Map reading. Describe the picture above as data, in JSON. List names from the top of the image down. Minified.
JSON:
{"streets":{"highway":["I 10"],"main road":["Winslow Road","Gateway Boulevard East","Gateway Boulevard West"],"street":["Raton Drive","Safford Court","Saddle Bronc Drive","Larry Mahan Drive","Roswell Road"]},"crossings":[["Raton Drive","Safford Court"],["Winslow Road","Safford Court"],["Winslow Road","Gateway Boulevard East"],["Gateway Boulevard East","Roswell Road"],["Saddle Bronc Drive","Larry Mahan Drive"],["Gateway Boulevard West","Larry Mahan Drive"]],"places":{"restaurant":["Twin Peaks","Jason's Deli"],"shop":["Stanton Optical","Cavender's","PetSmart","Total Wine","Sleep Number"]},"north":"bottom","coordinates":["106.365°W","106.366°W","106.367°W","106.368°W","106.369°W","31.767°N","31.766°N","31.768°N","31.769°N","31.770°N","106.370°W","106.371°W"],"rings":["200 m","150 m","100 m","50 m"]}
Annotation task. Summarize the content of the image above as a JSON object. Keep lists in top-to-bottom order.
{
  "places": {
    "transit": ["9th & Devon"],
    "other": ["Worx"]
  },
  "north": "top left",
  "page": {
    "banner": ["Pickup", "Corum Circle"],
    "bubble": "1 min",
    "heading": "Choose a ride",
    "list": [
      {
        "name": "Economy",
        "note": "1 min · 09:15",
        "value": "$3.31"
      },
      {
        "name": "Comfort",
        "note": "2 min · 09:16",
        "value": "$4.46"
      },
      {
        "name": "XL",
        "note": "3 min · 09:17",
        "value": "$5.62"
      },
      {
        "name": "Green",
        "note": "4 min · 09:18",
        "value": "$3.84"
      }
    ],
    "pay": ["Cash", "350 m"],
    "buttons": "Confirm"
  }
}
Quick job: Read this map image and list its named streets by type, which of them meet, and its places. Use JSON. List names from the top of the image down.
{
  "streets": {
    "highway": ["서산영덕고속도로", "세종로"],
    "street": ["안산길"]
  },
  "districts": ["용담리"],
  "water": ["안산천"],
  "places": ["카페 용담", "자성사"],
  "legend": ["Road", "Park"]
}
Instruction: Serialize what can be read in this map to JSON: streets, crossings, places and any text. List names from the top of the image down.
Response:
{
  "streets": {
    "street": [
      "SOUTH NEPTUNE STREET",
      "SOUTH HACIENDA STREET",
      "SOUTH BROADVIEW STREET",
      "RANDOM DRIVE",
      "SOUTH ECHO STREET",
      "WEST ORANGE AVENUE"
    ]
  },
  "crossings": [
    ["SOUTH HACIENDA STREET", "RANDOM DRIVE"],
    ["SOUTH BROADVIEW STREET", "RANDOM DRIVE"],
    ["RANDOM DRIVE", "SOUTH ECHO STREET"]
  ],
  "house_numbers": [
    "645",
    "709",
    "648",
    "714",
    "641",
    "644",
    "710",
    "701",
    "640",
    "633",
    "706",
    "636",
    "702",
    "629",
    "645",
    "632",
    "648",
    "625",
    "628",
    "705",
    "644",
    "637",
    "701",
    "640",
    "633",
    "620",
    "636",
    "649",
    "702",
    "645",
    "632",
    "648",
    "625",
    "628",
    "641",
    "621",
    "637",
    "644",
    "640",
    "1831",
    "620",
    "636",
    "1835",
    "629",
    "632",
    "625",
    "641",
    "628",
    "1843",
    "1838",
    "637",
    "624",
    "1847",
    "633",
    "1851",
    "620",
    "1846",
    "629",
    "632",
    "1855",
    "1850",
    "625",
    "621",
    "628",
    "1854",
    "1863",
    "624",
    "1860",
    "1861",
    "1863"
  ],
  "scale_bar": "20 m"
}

^^^^^^^^

— WHAT TO DO —
From the records above, extract every entry verbatim.

— COMPLETED EXERCISE —
Map reading. Describe the picture above as data, in JSON. List names from the top of the image down. Minified.
JSON:
{"streets":{"highway":["I 10"],"main road":["Winslow Road","Gateway Boulevard East","Gateway Boulevard West"],"street":["Raton Drive","Safford Court","Saddle Bronc Drive","Larry Mahan Drive","Roswell Road"]},"crossings":[["Raton Drive","Safford Court"],["Winslow Road","Safford Court"],["Winslow Road","Gateway Boulevard East"],["Gateway Boulevard East","Roswell Road"],["Saddle Bronc Drive","Larry Mahan Drive"],["Gateway Boulevard West","Larry Mahan Drive"]],"places":{"restaurant":["Twin Peaks","Jason's Deli"],"shop":["Stanton Optical","Cavender's","PetSmart","Total Wine","Sleep Number"]},"north":"bottom","coordinates":["106.365°W","106.366°W","106.367°W","106.368°W","106.369°W","31.767°N","31.766°N","31.768°N","31.769°N","31.770°N","106.370°W","106.371°W"],"rings":["200 m","150 m","100 m","50 m"]}
Annotation task. Summarize the content of the image above as a JSON object. Keep lists in top-to-bottom order.
{
  "places": {
    "transit": ["9th & Devon"],
    "other": ["Worx"]
  },
  "north": "top left",
  "page": {
    "banner": ["Pickup", "Corum Circle"],
    "bubble": "1 min",
    "heading": "Choose a ride",
    "list": [
      {
        "name": "Economy",
        "note": "1 min · 09:15",
        "value": "$3.31"
      },
      {
        "name": "Comfort",
        "note": "2 min · 09:16",
        "value": "$4.46"
      },
      {
        "name": "XL",
        "note": "3 min · 09:17",
        "value": "$5.62"
      },
      {
        "name": "Green",
        "note": "4 min · 09:18",
        "value": "$3.84"
      }
    ],
    "pay": ["Cash", "350 m"],
    "buttons": "Confirm"
  }
}
Quick job: Read this map image and list its named streets by type, which of them meet, and its places. Use JSON. List names from the top of the image down.
{
  "streets": {
    "highway": ["서산영덕고속도로", "세종로"],
    "street": ["안산길"]
  },
  "districts": ["용담리"],
  "water": ["안산천"],
  "places": ["카페 용담", "자성사"],
  "legend": ["Road", "Park"]
}
Instruction: Serialize what can be read in this map to JSON: streets, crossings, places and any text. List names from the top of the image down.
Response:
{
  "streets": {
    "street": [
      "SOUTH NEPTUNE STREET",
      "SOUTH HACIENDA STREET",
      "SOUTH BROADVIEW STREET",
      "RANDOM DRIVE",
      "SOUTH ECHO STREET",
      "WEST ORANGE AVENUE"
    ]
  },
  "crossings": [
    ["SOUTH HACIENDA STREET", "RANDOM DRIVE"],
    ["SOUTH BROADVIEW STREET", "RANDOM DRIVE"],
    ["RANDOM DRIVE", "SOUTH ECHO STREET"]
  ],
  "house_numbers": [
    "645",
    "709",
    "648",
    "714",
    "641",
    "644",
    "710",
    "701",
    "640",
    "633",
    "706",
    "636",
    "702",
    "629",
    "645",
    "632",
    "648",
    "625",
    "628",
    "705",
    "644",
    "637",
    "701",
    "640",
    "633",
    "620",
    "636",
    "649",
    "702",
    "645",
    "632",
    "648",
    "625",
    "628",
    "641",
    "621",
    "637",
    "644",
    "640",
    "1831",
    "620",
    "636",
    "1835",
    "629",
    "632",
    "625",
    "641",
    "628",
    "1843",
    "1838",
    "637",
    "624",
    "1847",
    "633",
    "1851",
    "620",
    "1846",
    "629",
    "632",
    "1855",
    "1850",
    "625",
    "621",
    "628",
    "1854",
    "1863",
    "624",
    "1860",
    "1861",
    "1863"
  ],
  "scale_bar": "20 m"
}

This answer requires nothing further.